Channel Fish CEO Tom Zaffiro told SeafoodSource that the success of such an acquisition will largely depend on whether Sysco can preserve the differentiated role Restaurant Depot has historically played for restaurant operators while still achieving the efficiencies it has emphasized will emerge from the deal.
“Financially, this is a major strategic bet for Sysco, and it is financing a large part of the deal with new debt,” Zaffiro said. “That suggests strong conviction in the long-term value of the cash-and-carry model, but it also means execution will matter.”
He added that he sees both risks and opportunities for Channel Fish should the deal go through.
“As a growing seafood manufacturer, we work with the gamut of companies – from one-unit local restaurants to retail and restaurant chains with thousands of units,” Zaffiro said. “What matters most to our company is that our values align with the people we do business with. We value relationships and partnerships and have been successful growing our business with these values in mind.”

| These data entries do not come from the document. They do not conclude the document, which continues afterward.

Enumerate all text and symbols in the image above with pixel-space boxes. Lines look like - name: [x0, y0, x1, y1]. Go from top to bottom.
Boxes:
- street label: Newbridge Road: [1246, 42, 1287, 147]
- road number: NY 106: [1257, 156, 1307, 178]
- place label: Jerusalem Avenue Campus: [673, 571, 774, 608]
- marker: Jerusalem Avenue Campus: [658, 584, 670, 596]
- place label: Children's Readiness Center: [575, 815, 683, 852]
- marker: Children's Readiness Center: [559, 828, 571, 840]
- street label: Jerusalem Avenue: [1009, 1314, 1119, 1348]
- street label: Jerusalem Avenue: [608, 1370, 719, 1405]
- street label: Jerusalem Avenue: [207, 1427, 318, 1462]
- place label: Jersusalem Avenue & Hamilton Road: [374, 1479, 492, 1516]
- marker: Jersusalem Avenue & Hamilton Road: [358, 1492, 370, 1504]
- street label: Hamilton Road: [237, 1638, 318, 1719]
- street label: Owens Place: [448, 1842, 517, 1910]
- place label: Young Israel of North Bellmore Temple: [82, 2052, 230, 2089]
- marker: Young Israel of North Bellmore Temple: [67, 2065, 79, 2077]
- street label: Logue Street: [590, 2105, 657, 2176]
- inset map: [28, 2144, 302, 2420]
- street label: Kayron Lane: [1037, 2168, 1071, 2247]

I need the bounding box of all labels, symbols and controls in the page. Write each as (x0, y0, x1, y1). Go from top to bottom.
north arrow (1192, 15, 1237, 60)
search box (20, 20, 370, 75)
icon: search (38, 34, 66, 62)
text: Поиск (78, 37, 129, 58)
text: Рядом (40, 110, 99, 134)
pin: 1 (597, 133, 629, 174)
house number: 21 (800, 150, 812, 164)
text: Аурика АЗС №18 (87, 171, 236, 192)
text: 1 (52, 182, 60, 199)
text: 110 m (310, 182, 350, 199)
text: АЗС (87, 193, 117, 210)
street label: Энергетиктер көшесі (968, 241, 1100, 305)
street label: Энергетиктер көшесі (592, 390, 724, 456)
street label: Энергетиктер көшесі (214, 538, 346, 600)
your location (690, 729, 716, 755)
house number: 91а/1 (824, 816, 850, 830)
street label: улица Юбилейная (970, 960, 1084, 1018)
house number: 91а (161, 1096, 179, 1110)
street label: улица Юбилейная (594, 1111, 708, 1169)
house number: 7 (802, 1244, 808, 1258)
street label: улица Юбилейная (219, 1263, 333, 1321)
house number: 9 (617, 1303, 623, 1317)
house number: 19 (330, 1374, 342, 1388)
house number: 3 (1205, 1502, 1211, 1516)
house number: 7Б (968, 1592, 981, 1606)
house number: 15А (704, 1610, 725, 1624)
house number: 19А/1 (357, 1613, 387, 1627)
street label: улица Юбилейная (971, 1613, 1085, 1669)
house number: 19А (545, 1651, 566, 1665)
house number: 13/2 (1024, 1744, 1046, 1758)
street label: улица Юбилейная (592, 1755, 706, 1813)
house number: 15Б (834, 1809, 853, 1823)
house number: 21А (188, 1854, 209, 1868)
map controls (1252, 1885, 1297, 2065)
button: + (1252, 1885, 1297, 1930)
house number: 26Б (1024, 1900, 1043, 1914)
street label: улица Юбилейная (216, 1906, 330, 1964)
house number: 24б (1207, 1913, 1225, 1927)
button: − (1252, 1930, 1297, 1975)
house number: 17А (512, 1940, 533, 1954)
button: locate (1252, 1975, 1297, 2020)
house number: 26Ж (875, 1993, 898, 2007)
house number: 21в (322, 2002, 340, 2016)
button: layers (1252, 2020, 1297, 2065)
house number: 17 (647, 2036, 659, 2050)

Zaffiro said his hope is that Sysco would allow for a broader set of suppliers to compete, ultimately ensuring affordability for the consumer and growing demand for seafood products in the U.S.
Although greater scale can create efficiencies in sourcing and distribution, which can benefit the market, Zaffiro said Restaurant Depot has been an important alternative channel for independent operators and a competitive check in the system.
“In seafood, where conditions and markets can shift quickly, preserving multiple viable routes to market matters,” he said.
Vnay Bedi, the senior vice president at Tampa, Florida, U.S.A.-based shrimp firm Cox’s Seafood, said he is optimistic about the merger.
“I understand the move. Anything that brings more scale and alignment to distribution tends to benefit both suppliers and operators,” Bedi said. “From a seafood standpoint, consistency and speed to market are everything. If this helps strengthen the supply chain and improve access, that’s a win for everyone involved.”